Have Glove, Will Travel_ Adventures of a Baseball Vagabond - Bill Lee [60]
“Nothing, Bill. Just lots of lights.”
“Now look in front of us. See any lights there?”
“No.”
“Right. That’s a clue, Gilles. When you see lights behind you and none ahead, that means you are heading out of the city. Not going toward it.”
“Oh, yes, Bill. I get it now.”
He turned around, and we reached the dinner just in time for dessert. A few weeks later Gilles drove us to a game in Saskatoon. Or tried to. As we entered the village of Yorktown, I looked out the window to my right and saw a golf course with grass greens. That was unusual. Most of the courses in this region had sand greens. Which means they were not green at all, but beige or brown or off-white or whatever the hell the color sand is. So why do they call them greens? Don’t ask, these are Canadians.

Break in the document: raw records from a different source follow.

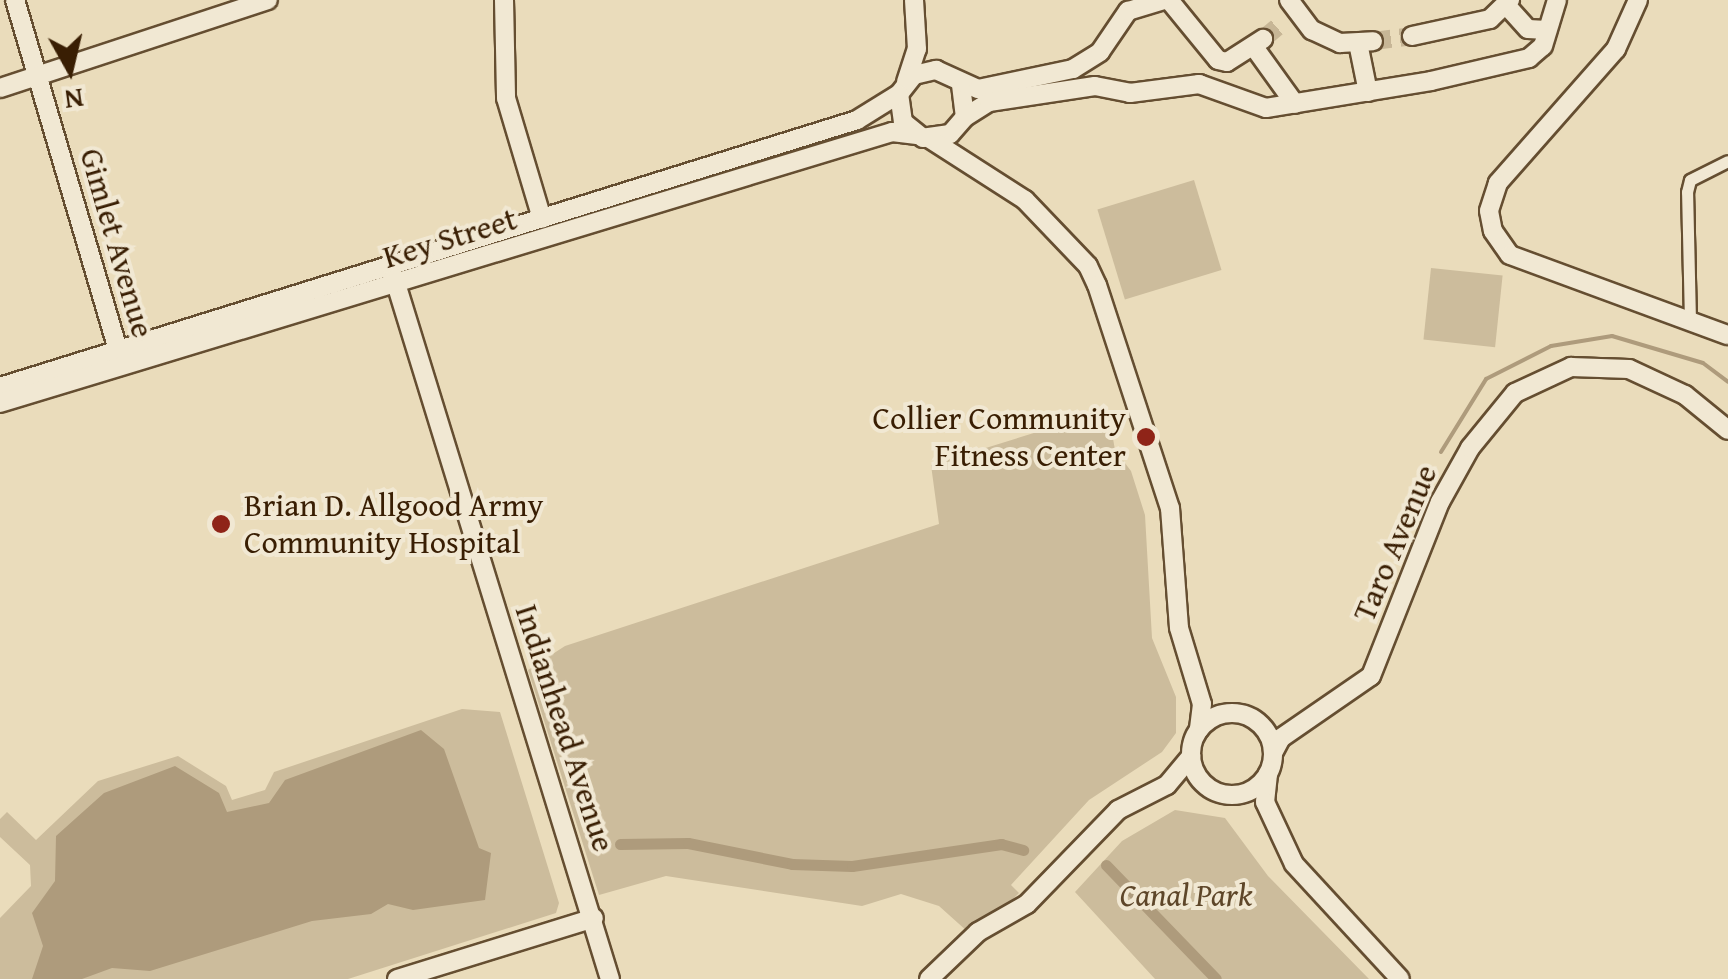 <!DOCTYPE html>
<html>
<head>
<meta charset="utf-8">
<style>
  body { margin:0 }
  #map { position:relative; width:1728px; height:979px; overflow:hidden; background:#eadcbb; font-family:"Gentium Book Plus",serif }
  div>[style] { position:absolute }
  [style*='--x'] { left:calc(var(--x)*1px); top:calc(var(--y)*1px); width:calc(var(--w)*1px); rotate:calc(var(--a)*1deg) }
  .green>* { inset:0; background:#ccbc9c; transform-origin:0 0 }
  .water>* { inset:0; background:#ae9b7c }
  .stream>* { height:4px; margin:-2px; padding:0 2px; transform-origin:2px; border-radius:2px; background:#ae9b7c }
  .canal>* { height:11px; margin:-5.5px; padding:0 5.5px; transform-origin:5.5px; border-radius:5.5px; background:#ae9b7c }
  .secondary-tunnel>* { height:18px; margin-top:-9px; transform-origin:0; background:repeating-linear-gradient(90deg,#c7b696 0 18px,transparent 0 27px) }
  .roads { filter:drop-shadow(2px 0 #654e31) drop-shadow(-2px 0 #654e31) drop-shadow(0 2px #654e31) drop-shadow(0 -2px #654e31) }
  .street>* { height:11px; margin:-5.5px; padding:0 5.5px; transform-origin:5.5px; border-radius:5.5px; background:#f1e8d3 }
  .secondary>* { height:18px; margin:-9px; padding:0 9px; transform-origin:9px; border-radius:9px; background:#f1e8d3 }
  .secondary>.ring { margin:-9px; padding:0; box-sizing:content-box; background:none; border:18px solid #f1e8d3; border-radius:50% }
  .dots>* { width:28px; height:28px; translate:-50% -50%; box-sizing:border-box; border:5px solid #f1e8d3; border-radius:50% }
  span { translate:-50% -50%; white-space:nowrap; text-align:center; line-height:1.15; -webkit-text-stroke:8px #f1e8d3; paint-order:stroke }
  .street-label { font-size:32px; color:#391e03 }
  .poi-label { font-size:32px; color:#391e03 }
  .right { translate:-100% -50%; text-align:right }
  .left { translate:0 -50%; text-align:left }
  .park-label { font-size:32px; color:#5e4629; font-style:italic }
  .north { position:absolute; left:20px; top:20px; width:100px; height:100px; -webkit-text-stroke:8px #f1e8d3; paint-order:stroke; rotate:172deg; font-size:28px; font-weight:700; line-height:40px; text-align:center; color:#391e03 }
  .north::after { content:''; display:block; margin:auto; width:35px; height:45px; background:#391e03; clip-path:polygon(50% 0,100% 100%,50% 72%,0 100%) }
</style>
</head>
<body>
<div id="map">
  <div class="green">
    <i style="left:1194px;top:180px;width:94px;height:101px;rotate:73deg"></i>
    <i style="left:1431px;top:268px;width:72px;height:72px;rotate:6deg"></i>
    <i style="clip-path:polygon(1108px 410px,1115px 450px,1131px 471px,1145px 515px,1152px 638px,1176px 697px,1176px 733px,1162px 752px,1089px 800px,1011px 885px,1019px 893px,1002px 910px,968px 932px,939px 906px,901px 894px,862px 906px,666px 876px,599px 895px,528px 670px,565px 646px,939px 524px,931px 465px)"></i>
    <i style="clip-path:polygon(462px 709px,500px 712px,559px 903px,556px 913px,348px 979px,0 979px,0 918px,31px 886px,30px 865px,0 837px,0 819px,7px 812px,36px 840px,98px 781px,178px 756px,226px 786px,232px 800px,265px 790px,274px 772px)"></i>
    <i style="clip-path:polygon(1175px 810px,1225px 818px,1268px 876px,1369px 979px,1155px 979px,1075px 892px,1122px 841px)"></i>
  </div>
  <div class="water">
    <i style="clip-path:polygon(421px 730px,444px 749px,479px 848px,491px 853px,485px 900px,413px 910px,388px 904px,371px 914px,312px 921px,150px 971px,112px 968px,82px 979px,32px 979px,43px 946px,32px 913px,55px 881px,56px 836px,104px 793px,175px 766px,219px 793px,227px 812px,269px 803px,285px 780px)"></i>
  </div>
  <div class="stream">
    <i style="--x:1441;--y:452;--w:86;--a:-58.3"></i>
    <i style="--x:1486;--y:379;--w:73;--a:-26.9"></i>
    <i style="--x:1551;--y:346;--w:62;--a:-9.3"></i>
    <i style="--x:1612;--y:336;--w:95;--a:16.5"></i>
    <i style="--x:1703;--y:363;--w:31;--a:37"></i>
  </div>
  <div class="canal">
    <i style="--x:620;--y:844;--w:68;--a:-0.8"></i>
    <i style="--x:688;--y:843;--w:106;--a:11.4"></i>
    <i style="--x:792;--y:864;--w:60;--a:1.9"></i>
    <i style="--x:852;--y:866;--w:151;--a:-8.4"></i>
    <i style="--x:1001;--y:844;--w:23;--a:15"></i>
    <i style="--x:1106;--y:865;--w:158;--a:46"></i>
  </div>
  <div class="secondary-tunnel">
    <i style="--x:1263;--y:39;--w:25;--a:-40"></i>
    <i style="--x:1373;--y:41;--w:39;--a:-7"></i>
  </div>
  <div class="roads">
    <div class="street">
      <i style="--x:1690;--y:321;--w:129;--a:-91.3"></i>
      <i style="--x:1687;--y:192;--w:12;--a:-76"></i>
      <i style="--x:1690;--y:180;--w:42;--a:-26.6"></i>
    </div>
    <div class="secondary">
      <i style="--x:15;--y:0;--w:375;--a:73.6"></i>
      <i style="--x:504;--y:0;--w:98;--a:88.8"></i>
      <i style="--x:506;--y:98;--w:126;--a:73.4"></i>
      <i style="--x:1169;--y:0;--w:77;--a:50.8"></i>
      <i style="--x:1218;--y:60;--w:9;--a:13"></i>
      <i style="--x:1227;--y:62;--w:43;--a:-32.6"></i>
      <i style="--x:1289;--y:0;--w:38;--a:53"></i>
      <i style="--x:1312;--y:30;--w:31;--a:25"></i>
      <i style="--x:1340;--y:43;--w:33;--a:-3"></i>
      <i style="--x:1638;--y:0;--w:54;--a:114.2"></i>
      <i style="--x:1616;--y:49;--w:179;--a:131.4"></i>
      <i style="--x:1498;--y:183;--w:29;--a:108"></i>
      <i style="--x:1489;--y:211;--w:20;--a:79"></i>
      <i style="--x:1493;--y:231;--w:29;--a:55"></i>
      <i style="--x:1510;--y:255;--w:232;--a:20.2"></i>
      <i style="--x:1507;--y:6;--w:31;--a:48"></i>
      <i style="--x:1528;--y:29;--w:19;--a:3"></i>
      <i style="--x:1412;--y:36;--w:80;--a:-12.3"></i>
      <i style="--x:1490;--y:19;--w:28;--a:-44"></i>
      <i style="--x:1358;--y:43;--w:50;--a:78.5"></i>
      <i style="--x:1254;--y:47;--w:70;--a:54.3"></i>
      <i style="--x:906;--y:82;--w:35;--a:-72"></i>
      <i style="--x:917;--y:49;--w:49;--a:-93.5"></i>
      <i style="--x:961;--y:85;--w:32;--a:83"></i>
      <i style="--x:965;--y:117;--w:23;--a:131"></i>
      <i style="--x:950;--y:134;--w:27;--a:172"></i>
      <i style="--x:923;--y:138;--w:26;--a:-141"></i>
      <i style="--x:903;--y:122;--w:28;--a:-98"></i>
      <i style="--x:899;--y:94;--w:24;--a:-52"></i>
      <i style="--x:914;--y:75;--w:23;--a:-13"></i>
      <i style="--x:936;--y:70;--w:46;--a:24.3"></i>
      <i style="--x:978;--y:89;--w:97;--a:-11.9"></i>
      <i style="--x:1073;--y:69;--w:32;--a:-32"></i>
      <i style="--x:1100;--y:52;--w:50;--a:-55.7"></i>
      <i style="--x:1128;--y:11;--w:38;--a:-17"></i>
      <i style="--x:0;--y:88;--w:282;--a:-18.2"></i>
      <i style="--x:965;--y:117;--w:28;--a:-32"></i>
      <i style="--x:989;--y:102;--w:107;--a:-8.6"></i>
      <i style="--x:1095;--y:86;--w:36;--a:11"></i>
      <i style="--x:1130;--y:93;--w:70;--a:-7.4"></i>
      <i style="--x:1199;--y:84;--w:71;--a:19.7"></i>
      <i style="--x:1266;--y:108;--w:167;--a:-9.3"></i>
      <i style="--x:1431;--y:81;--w:101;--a:-13.2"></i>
      <i style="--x:1529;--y:58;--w:18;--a:-41"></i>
      <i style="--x:1543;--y:46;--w:48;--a:-73.1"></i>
      <i style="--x:930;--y:139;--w:113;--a:32.7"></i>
      <i style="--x:1025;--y:200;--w:91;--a:46.3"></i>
      <i style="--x:1088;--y:266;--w:21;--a:65"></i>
      <i style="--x:1097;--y:285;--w:235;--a:71.9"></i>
      <i style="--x:1170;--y:508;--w:120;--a:85.7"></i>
      <i style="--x:1179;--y:628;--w:79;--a:73.2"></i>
      <i style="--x:1202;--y:704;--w:26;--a:97"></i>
      <i style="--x:394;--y:277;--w:734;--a:72.9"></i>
      <i style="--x:0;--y:387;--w:898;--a:-17.3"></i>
      <i style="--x:857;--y:120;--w:49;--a:-31.8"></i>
      <i style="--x:0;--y:403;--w:932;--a:-16.9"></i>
      <i style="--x:892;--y:132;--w:25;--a:7"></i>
      <i class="ring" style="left:1191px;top:713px;width:64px;height:64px"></i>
      <i style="--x:1273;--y:753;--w:17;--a:-62"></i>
      <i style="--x:1281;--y:738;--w:109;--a:-34.6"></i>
      <i style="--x:1371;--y:676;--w:187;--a:-68.4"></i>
      <i style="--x:1440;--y:502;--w:62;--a:-60.9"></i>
      <i style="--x:1470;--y:448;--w:71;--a:-50.7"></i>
      <i style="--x:1515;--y:393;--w:62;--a:-24.9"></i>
      <i style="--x:1571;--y:367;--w:58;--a:2"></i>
      <i style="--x:1629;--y:369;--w:62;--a:24.9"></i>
      <i style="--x:1685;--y:395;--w:55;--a:39.1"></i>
      <i style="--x:1268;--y:774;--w:28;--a:96"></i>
      <i style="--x:1265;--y:802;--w:68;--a:64.9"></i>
      <i style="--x:1294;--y:864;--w:156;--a:47.3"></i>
      <i style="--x:397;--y:979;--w:206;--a:-17.2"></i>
      <i style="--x:929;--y:979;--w:68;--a:-43.8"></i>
      <i style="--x:978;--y:932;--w:56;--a:-29.7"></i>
      <i style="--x:1027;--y:904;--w:131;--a:-45.9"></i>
      <i style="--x:1118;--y:810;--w:55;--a:-27"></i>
      <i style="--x:1167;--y:785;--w:38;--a:-50"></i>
    </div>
  </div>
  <div class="dots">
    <i style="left:1146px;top:437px;background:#8f2418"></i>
    <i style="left:221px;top:524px;background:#8f2418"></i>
  </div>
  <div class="street-label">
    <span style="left:450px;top:238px;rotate:-17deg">Key Street</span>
    <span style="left:117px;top:243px;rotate:74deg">Gimlet Avenue</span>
    <span style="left:1395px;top:543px;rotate:-67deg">Taro Avenue</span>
    <span style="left:565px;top:728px;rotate:72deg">Indianhead Avenue</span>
  </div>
  <div class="poi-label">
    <span class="right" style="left:1126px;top:437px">Collier Community<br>Fitness Center</span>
    <span class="left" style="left:244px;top:524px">Brian D. Allgood Army<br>Community Hospital</span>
  </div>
  <div class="park-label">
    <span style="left:1186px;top:895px">Canal Park</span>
  </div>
  <div class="north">N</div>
</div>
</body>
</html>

Gilles pulled into a PetrolCanada to stop for gas while we ate lunch. A few moments after we resumed our journey, I looked out the window again and saw another lush green golf course. Only this time it was on my left.
“Hey, Gilles, do you know how many golf courses they have in this town? It’s kinda small.”
“I am not sure, Bill. I don’t play golf.”
“Well, maybe you should take it up. Unless they have two only a block apart, we are heading back the way we came.”
Had I not glanced out that window, Gilles undoubtedly would have driven the bus to the tip of Nova Scotia and possibly beyond.
Frank Mahovlich and I occasionally sat next to each other on the bus and talked to pass the time during long rides. The Big M had visited the Soviet Union years before to compete in the Hockey World Cup and understood the paranoia that had nagged me during my own trip to that country. His entire time there, he believed the KGB was following him. One day he combed his hotel room looking for electronic bugs and other spying devices. Frank cleared out the closet, flipped over the mattress, unscrewed the lamps, and checked under the toilet. He finally pulled up the carpet and found a metal plate bolted into the floor. Aha! A listening device, cleverly hidden. Frank unscrewed the bolts. Soon as he finished, a loud crash resonated from the room below. He had unfastened a chandelier.
Our team was an offensive juggernaut; we often scored twelve or more runs a game. But we gave them right back on defense. Few of the hockey players could field with skill. Jean-Guy Talbot split catching duties with Hull, and he had this habit of trying to stop every ball thrown to him with his feet—an old hockey practice he could not abandon. After one week of playing, his toes ulcerated. We thought about sewing baseball gloves to his shin guards, but he retired midway through the tour, probably to ensure that he would be able to walk long into old age.
Players told me that if you ever prayed to God for a bigger prick, Eddie Shack appeared on your doorstep the following morning. He displayed surprising range for a 250-pounder whenever he played third base. Too bad Eddie had Jennifer Lopez’s throwing arm. Our other infielders were content to block balls with their bodies rather than make clean catches. Massive Angelo Mosca turned his back on hard-hit grounders and let them ricochet off his stonewall behind to another fielder for an assist. I finally called a meeting to tell the boys those leather things on their hands were gloves, not oven mitts, but they never quite got it.
These men were tough competitors, grittier than any ballplayers I knew. We had just started a game in Winnipeg when the tail end of a hurricane deluged the field. I asked the umpire to call a rain delay. The hockey players overruled me. They thought we’d be wimping out if we let “a little drizzle” make us quit. None of them cared that every base rested under six inches of water.
In the fifth inning, I hit a grounder that was waterlogged by the time it reached the second baseman. The ball squirted out of his hand as he pulled back his arm to throw. He picked it up again and threw past the first baseman into right field.